» **Aim of the task**:
Please transcribe every record below exactly as it appears.

Saved data entries:
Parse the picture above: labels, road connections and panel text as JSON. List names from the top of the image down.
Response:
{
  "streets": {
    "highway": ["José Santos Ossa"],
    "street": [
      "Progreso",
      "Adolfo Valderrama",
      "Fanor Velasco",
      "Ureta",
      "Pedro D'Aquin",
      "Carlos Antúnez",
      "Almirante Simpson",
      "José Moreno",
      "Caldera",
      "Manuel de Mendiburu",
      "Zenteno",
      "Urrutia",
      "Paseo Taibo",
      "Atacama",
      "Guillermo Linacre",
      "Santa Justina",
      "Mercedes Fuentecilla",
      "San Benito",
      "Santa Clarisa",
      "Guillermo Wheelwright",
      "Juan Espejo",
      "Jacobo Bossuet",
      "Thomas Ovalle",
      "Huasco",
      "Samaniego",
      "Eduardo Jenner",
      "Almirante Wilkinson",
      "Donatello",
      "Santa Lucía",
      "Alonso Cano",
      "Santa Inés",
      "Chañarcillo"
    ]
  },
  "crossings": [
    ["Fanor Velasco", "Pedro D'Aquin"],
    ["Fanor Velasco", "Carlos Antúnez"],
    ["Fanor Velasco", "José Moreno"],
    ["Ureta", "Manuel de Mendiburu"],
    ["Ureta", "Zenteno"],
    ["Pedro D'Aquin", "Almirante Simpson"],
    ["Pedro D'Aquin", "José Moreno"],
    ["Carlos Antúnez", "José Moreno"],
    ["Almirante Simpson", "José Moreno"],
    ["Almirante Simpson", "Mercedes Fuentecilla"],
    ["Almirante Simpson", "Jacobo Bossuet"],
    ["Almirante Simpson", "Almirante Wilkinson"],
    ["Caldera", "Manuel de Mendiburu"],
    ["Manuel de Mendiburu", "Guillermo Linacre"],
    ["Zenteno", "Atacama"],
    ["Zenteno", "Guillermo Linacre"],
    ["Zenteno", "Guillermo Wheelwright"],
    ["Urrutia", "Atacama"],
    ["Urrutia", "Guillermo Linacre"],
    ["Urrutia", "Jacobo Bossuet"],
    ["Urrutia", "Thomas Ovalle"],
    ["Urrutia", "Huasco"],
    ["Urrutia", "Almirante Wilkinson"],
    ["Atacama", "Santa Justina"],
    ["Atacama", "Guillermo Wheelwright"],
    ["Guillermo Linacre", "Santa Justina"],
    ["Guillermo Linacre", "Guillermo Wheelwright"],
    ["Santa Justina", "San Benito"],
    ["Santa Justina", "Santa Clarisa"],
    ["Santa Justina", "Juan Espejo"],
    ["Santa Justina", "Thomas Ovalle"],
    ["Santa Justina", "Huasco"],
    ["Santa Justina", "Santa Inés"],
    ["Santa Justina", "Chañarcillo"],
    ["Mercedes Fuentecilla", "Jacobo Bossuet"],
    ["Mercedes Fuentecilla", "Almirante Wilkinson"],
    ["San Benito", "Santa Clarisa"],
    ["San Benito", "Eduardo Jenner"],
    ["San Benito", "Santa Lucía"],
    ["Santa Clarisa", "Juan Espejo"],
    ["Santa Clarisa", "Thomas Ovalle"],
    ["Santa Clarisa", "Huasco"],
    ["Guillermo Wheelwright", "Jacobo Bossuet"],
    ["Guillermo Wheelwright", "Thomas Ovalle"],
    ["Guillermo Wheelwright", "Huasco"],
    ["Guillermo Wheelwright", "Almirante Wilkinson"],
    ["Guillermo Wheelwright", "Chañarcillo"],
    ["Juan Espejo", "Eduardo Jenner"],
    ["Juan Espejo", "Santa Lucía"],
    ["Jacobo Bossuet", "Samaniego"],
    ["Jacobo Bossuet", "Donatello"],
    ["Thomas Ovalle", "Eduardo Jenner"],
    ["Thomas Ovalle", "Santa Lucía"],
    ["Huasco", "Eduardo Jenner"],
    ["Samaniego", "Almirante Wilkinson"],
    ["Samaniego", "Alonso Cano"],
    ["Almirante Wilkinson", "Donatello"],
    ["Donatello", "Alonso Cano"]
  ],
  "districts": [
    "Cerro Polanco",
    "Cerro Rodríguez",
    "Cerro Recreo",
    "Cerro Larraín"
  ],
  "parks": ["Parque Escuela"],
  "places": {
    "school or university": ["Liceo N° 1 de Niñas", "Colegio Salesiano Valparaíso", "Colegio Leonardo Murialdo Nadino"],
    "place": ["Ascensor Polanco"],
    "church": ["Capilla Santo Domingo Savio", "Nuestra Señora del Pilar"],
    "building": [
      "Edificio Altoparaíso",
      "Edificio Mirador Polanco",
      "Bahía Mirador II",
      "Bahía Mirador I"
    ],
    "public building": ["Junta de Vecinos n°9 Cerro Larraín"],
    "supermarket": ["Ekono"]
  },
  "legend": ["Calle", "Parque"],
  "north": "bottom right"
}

» **Exercise result**:
Parse the picture above: labels, road connections and panel text as JSON. List names from the top of the image down.
Response:
{
  "streets": {
    "highway": ["José Santos Ossa"],
    "street": [
      "Progreso",
      "Adolfo Valderrama",
      "Fanor Velasco",
      "Ureta",
      "Pedro D'Aquin",
      "Carlos Antúnez",
      "Almirante Simpson",
      "José Moreno",
      "Caldera",
      "Manuel de Mendiburu",
      "Zenteno",
      "Urrutia",
      "Paseo Taibo",
      "Atacama",
      "Guillermo Linacre",
      "Santa Justina",
      "Mercedes Fuentecilla",
      "San Benito",
      "Santa Clarisa",
      "Guillermo Wheelwright",
      "Juan Espejo",
      "Jacobo Bossuet",
      "Thomas Ovalle",
      "Huasco",
      "Samaniego",
      "Eduardo Jenner",
      "Almirante Wilkinson",
      "Donatello",
      "Santa Lucía",
      "Alonso Cano",
      "Santa Inés",
      "Chañarcillo"
    ]
  },
  "crossings": [
    ["Fanor Velasco", "Pedro D'Aquin"],
    ["Fanor Velasco", "Carlos Antúnez"],
    ["Fanor Velasco", "José Moreno"],
    ["Ureta", "Manuel de Mendiburu"],
    ["Ureta", "Zenteno"],
    ["Pedro D'Aquin", "Almirante Simpson"],
    ["Pedro D'Aquin", "José Moreno"],
    ["Carlos Antúnez", "José Moreno"],
    ["Almirante Simpson", "José Moreno"],
    ["Almirante Simpson", "Mercedes Fuentecilla"],
    ["Almirante Simpson", "Jacobo Bossuet"],
    ["Almirante Simpson", "Almirante Wilkinson"],
    ["Caldera", "Manuel de Mendiburu"],
    ["Manuel de Mendiburu", "Guillermo Linacre"],
    ["Zenteno", "Atacama"],
    ["Zenteno", "Guillermo Linacre"],
    ["Zenteno", "Guillermo Wheelwright"],
    ["Urrutia", "Atacama"],
    ["Urrutia", "Guillermo Linacre"],
    ["Urrutia", "Jacobo Bossuet"],
    ["Urrutia", "Thomas Ovalle"],
    ["Urrutia", "Huasco"],
    ["Urrutia", "Almirante Wilkinson"],
    ["Atacama", "Santa Justina"],
    ["Atacama", "Guillermo Wheelwright"],
    ["Guillermo Linacre", "Santa Justina"],
    ["Guillermo Linacre", "Guillermo Wheelwright"],
    ["Santa Justina", "San Benito"],
    ["Santa Justina", "Santa Clarisa"],
    ["Santa Justina", "Juan Espejo"],
    ["Santa Justina", "Thomas Ovalle"],
    ["Santa Justina", "Huasco"],
    ["Santa Justina", "Santa Inés"],
    ["Santa Justina", "Chañarcillo"],
    ["Mercedes Fuentecilla", "Jacobo Bossuet"],
    ["Mercedes Fuentecilla", "Almirante Wilkinson"],
    ["San Benito", "Santa Clarisa"],
    ["San Benito", "Eduardo Jenner"],
    ["San Benito", "Santa Lucía"],
    ["Santa Clarisa", "Juan Espejo"],
    ["Santa Clarisa", "Thomas Ovalle"],
    ["Santa Clarisa", "Huasco"],
    ["Guillermo Wheelwright", "Jacobo Bossuet"],
    ["Guillermo Wheelwright", "Thomas Ovalle"],
    ["Guillermo Wheelwright", "Huasco"],
    ["Guillermo Wheelwright", "Almirante Wilkinson"],
    ["Guillermo Wheelwright", "Chañarcillo"],
    ["Juan Espejo", "Eduardo Jenner"],
    ["Juan Espejo", "Santa Lucía"],
    ["Jacobo Bossuet", "Samaniego"],
    ["Jacobo Bossuet", "Donatello"],
    ["Thomas Ovalle", "Eduardo Jenner"],
    ["Thomas Ovalle", "Santa Lucía"],
    ["Huasco", "Eduardo Jenner"],
    ["Samaniego", "Almirante Wilkinson"],
    ["Samaniego", "Alonso Cano"],
    ["Almirante Wilkinson", "Donatello"],
    ["Donatello", "Alonso Cano"]
  ],
  "districts": [
    "Cerro Polanco",
    "Cerro Rodríguez",
    "Cerro Recreo",
    "Cerro Larraín"
  ],
  "parks": ["Parque Escuela"],
  "places": {
    "school or university": ["Liceo N° 1 de Niñas", "Colegio Salesiano Valparaíso", "Colegio Leonardo Murialdo Nadino"],
    "place": ["Ascensor Polanco"],
    "church": ["Capilla Santo Domingo Savio", "Nuestra Señora del Pilar"],
    "building": [
      "Edificio Altoparaíso",
      "Edificio Mirador Polanco",
      "Bahía Mirador II",
      "Bahía Mirador I"
    ],
    "public building": ["Junta de Vecinos n°9 Cerro Larraín"],
    "supermarket": ["Ekono"]
  },
  "legend": ["Calle", "Parque"],
  "north": "bottom right"
}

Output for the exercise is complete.